# ACTION ITEM
Compute how many lines in the entries below include the string "Elevation". Only the number is wanted.

*** Begin section ***

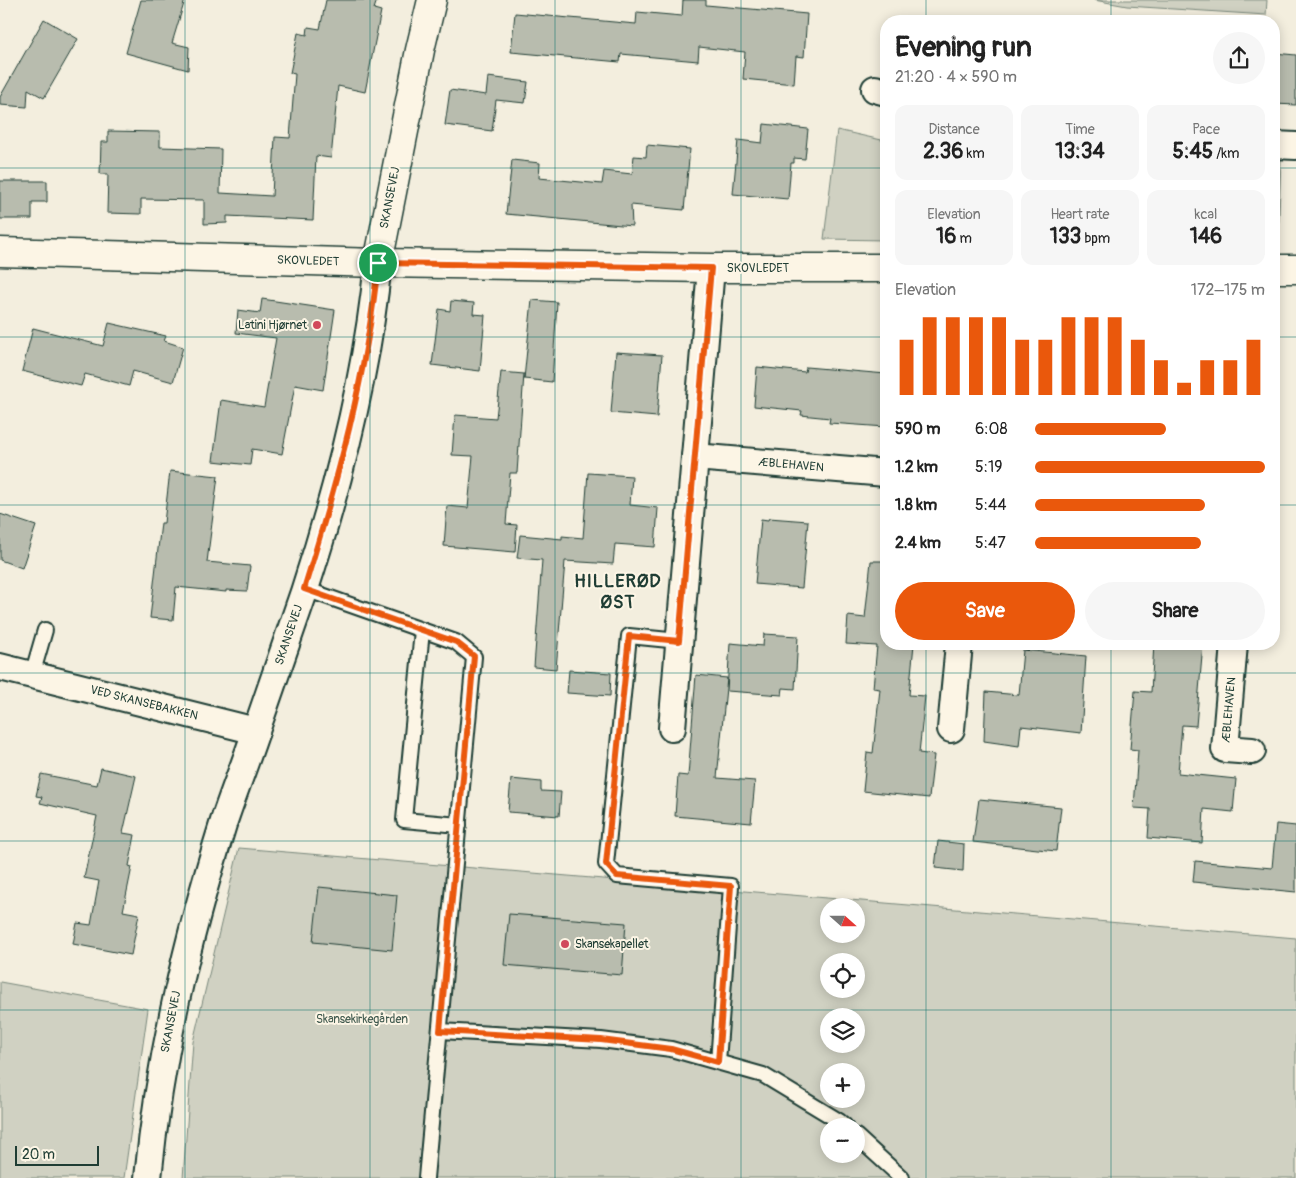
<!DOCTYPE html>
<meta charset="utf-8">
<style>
body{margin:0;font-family:Pangolin,sans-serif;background:#f6f6f6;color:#222;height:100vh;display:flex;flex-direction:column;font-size:19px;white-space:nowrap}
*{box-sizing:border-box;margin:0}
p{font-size:16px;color:#767676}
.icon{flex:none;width:28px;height:28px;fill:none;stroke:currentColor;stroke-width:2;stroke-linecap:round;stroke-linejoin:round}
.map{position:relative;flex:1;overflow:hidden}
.details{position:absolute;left:880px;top:15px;width:400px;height:635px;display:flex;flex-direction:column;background:#fff;border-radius:20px;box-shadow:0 2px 12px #0003}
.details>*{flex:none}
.needle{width:32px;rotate:111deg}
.fabs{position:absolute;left:820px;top:898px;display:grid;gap:10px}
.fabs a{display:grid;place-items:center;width:45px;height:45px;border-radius:50%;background:#fff;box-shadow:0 2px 12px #0003;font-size:25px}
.scale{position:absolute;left:15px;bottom:12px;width:84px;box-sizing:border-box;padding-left:5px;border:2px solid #1f3d34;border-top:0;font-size:14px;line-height:18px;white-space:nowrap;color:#1f3d34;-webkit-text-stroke:4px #fcf5e5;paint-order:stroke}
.pin{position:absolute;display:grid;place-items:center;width:42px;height:42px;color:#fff;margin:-21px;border:2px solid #fff;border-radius:50%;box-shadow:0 1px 5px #0007}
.round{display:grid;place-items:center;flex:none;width:52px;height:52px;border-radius:26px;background:#f6f6f6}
.summary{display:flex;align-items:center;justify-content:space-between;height:85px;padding:0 15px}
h1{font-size:28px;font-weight:700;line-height:38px}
.metrics{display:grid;grid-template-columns:repeat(3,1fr);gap:8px;height:85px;padding:5px 15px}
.metrics div{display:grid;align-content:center;border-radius:12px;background:#f6f6f6;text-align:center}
.metrics b{font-size:21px;font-weight:700}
.metrics small{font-size:14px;font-weight:400}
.metrics p{font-size:14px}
.chart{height:140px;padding:10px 15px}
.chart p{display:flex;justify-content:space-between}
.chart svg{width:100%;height:90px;margin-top:5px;stroke:#ea580c;stroke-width:6}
.cta{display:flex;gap:10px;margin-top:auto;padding:10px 15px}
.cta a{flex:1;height:58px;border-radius:30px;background:#ea580c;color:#fff;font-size:20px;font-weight:700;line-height:58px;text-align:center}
.cta a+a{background:#f6f6f6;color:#222}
ul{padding:0 15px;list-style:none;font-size:16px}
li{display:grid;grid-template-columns:80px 60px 1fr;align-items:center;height:38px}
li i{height:12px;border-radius:6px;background:#ea580c}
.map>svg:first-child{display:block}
</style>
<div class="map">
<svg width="1296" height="1178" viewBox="0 0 1296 1178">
<rect width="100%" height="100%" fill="#f3eede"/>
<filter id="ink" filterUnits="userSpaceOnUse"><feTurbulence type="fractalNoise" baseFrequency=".02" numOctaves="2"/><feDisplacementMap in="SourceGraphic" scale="10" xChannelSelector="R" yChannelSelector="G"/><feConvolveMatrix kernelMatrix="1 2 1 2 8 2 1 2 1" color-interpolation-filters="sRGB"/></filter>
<g filter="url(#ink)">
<g fill="#d0d1c2" stroke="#78877b" fill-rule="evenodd">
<polygon points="1094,0 1267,0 1266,15 1127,6"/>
<polygon points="837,130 886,141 886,240 824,239"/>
<polygon points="1274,158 1281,159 1278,245 1274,245"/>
<path d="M239,848L1296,938V1178H183L193,1042ZM829,906H856V934H829ZM829,961H856V989H829ZM829,1016H856V1044H829ZM829,1071H856V1099H829ZM829,1126H856V1154H829Z"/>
<polygon points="0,982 148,1009 124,1178 0,1178"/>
</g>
<g fill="#b8bcae" stroke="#1f3d34">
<polygon points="141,0 185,0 172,43 189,47 188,70 126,53"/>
<polygon points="326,0 377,0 374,9 381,11 365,92 338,86 331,158 316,156 313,220 227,216 227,223 204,224 204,200 141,199 141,214 107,213 108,174 100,174 101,142 108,142 108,131 160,132 160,147 221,149 220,193 272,196 275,137 290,138 295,74 290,73 298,33 307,35 308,27 320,29"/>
<polygon points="683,0 706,0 706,5 807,14 804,57 796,56 794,84 743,79 745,52 699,47 698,61 621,54 620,62 511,52 515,13 636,24 637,12 682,16"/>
<polygon points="44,19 78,39 44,98 28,89 27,107 0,105 0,97"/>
<polygon points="1274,53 1296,55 1296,105 1274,104"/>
<polygon points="488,77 528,82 525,103 496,100 492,131 445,125 450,90 486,95"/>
<polygon points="764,124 808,129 805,159 794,158 794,163 791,163 788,199 733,194 738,140 762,143"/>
<polygon points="647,145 690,149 684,210 631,205 632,226 506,214 512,160 540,163 539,178 602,184 604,171 632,174 634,156 646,157"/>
<polygon points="0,181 47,181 47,202 32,202 32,219 0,219"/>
<polygon points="262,299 335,310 323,390 295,385 282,454 252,449 250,465 213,461 221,400 264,407 276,338 236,333 238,310 260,313"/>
<polygon points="532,300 557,302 552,382 524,379"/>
<polygon points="451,301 474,303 473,314 485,315 480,371 432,365 439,309 450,311"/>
<polygon points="109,323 166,336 164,341 183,347 173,382 133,371 129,386 85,374 81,386 22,371 33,328 103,346"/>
<polygon points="616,352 662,355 657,417 611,413"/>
<polygon points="757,367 805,372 806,367 886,374 886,427 829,423 830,418 801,415 802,411 754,406"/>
<polygon points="501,372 524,374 517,473 510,473 506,524 517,525 515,552 444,546 447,506 468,508 473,456 452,455 455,415 496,418"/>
<polygon points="170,471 218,476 207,562 250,566 247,591 226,590 226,592 176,587 173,620 150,618 161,523 164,523"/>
<polygon points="588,473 632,476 630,505 658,508 655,547 615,544 613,564 565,561 556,669 534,667 542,560 517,558 520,535 562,539 562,536 583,538"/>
<polygon points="0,514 36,526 22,568 0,560"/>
<polygon points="769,518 808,521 802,588 755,584 761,519 768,520"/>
<polygon points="871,561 886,561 886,644 914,644 909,695 925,696 919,753 934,755 929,798 863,791 867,752 873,753 880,689 873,688 877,646 846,644 848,616 865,618"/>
<polygon points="764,634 798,636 795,689 783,688 782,695 727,691 730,643 763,646"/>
<polygon points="1154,644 1203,644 1196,726 1182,725 1178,773 1236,779 1233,812 1204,809 1202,843 1148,838 1150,809 1134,808 1138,750 1130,749 1135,691 1151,692"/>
<polygon points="1023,650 1086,656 1081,733 1021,726 1019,746 984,741 986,692 1019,695"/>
<polygon points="569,670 611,673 610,696 567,693"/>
<polygon points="696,675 727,678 717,778 755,781 751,823 675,816 678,775 688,776"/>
<polygon points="101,768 136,776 123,833 135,835 129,866 132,867 123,911 139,914 131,955 73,944 77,923 91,925 99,881 84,878 97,816 40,803 42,797 36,796 41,774 97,785"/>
<polygon points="511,779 541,782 541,791 561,792 559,816 508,812"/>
<polygon points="979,799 1061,807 1056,851 973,842"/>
<polygon points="1276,824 1296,826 1296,892 1193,882 1195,861 1272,868"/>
<polygon points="938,841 964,844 963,871 935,868"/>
<polygon points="319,887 397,895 392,950 313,942"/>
<polygon points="509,914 626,923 622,975 504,965"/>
</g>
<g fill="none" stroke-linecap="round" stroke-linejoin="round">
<g stroke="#1f3d34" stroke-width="18">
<g id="lane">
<polyline points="305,589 456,642 474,657 426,1178"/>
<polyline points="422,630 404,820 459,825"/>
<polyline points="679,641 629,636 606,864 617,876 731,886 718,1062"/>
<polyline points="32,675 45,630"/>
<polyline points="440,1031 601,1040 671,1049 763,1075 839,1121 845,1126"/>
<polyline points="856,1136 902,1178"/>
</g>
</g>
<g stroke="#1f3d34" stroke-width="30">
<g id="street">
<polyline points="875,89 886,92"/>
<polyline points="1274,145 1296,146"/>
<polyline points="695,457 886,473"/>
<polyline points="1234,644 1225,749 1252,751"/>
<polyline points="0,667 256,731"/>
<polyline points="672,728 711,268"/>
<polyline points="951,729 959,644"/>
<path d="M148,1178C160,1054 187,940 224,821C234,791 246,761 256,731C272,685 288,638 304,592C339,485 367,375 378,263"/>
</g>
</g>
<g stroke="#1f3d34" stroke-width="31">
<g id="secondary">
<polyline points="0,252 378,263 711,268 886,268"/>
<polyline points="378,263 420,50 432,0"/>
<polyline points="1274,269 1296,269"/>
</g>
</g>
<use href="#lane" stroke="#fcf5e5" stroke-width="14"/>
<use href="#street" stroke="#fcf5e5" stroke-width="26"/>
<use href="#secondary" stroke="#fcf5e5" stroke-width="28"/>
</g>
</g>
<g fill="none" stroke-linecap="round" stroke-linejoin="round" filter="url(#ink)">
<g stroke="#fff" stroke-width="10">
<path id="route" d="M378,263L711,268L679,641L629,636L606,864L617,876L731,886L718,1062L671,1049L601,1040L440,1031L474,656L456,642L304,589C337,482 367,375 378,263Z"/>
</g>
<use href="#route" stroke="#ea580c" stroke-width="6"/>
</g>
<path fill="none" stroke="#0f766e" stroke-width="1" stroke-opacity="0.55" d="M185,0V1178M370,0V1178M555,0V1178M741,0V1178M926,0V21M1111,0V21M0,168H886M1274,168H1296M0,337H886M1274,337H1296M0,505H886M1274,505H1296M926,644V1178M1111,644V1178M0,673H1296M0,841H1296M0,1010H1296"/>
<g fill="#d1495b" stroke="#fcf5e5" stroke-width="2">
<circle cx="317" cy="325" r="5"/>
<circle cx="565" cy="944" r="5"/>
</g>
<g text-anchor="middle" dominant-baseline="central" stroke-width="4" stroke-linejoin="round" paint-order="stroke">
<g font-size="12" fill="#1f3d34" stroke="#fcf5e5">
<text transform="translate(390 198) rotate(-79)">SKANSEVEJ</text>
<text transform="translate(308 261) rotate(2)">SKOVLEDET</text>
<text x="758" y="268">SKOVLEDET</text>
<text transform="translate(791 465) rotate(5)">ÆBLEHAVEN</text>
<text transform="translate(289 635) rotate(-71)">SKANSEVEJ</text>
<text transform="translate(144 703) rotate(14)">VED SKANSEBAKKEN</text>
<text transform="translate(1229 710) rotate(-85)">ÆBLEHAVEN</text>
<text transform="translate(171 1022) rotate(-79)">SKANSEVEJ</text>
</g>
<g font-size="12" fill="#1f3d34" stroke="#fcf5e5" text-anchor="end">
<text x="307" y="325">Latini Hjørnet</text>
<text x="575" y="944" text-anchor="start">Skansekapellet</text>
</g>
<g font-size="12" fill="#425b50" stroke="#fcf5e5">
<text x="362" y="1019">Skansekirkegården</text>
</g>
<g font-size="18" font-weight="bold" letter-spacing="1" fill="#1f3d34" stroke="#fcf5e5">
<text x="618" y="581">HILLERØD<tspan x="618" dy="21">ØST</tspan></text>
</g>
</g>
</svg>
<div class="fabs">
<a><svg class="needle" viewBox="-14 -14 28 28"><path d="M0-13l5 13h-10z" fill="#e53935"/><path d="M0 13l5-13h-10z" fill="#767676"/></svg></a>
<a><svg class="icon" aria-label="locate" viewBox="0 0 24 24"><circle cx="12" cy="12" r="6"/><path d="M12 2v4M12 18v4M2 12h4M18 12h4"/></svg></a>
<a><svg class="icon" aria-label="layers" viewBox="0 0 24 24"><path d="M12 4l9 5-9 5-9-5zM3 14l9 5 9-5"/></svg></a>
<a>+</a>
<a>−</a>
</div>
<div class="scale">20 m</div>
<div class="pin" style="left:378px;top:263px;background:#1e9e55"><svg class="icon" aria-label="arrive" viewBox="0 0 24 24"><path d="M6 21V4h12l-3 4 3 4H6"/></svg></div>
<section class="details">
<div class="summary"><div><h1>Evening run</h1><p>21:20 · 4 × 590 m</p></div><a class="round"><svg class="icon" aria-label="share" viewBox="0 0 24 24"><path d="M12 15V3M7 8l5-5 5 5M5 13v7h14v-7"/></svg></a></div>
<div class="metrics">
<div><p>Distance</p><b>2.36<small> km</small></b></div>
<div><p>Time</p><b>13:34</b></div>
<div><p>Pace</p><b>5:45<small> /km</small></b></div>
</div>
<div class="metrics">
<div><p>Elevation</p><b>16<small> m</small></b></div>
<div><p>Heart rate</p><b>133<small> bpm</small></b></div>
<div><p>kcal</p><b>146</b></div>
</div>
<div class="chart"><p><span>Elevation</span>172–175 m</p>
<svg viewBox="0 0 160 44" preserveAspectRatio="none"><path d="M5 44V17M15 44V6M25 44V6M35 44V6M45 44V6M55 44V17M65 44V17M75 44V6M85 44V6M95 44V6M105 44V17M115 44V27M125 44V38M135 44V27M145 44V27M155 44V17"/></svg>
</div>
<ul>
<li><b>590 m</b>6:08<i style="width:57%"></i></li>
<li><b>1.2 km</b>5:19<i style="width:100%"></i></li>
<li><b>1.8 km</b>5:44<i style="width:74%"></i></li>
<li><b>2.4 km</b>5:47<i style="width:72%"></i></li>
</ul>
<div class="cta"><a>Save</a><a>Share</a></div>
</section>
</div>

*** End section ***

# SOLUTION TO THE EXERCISE
2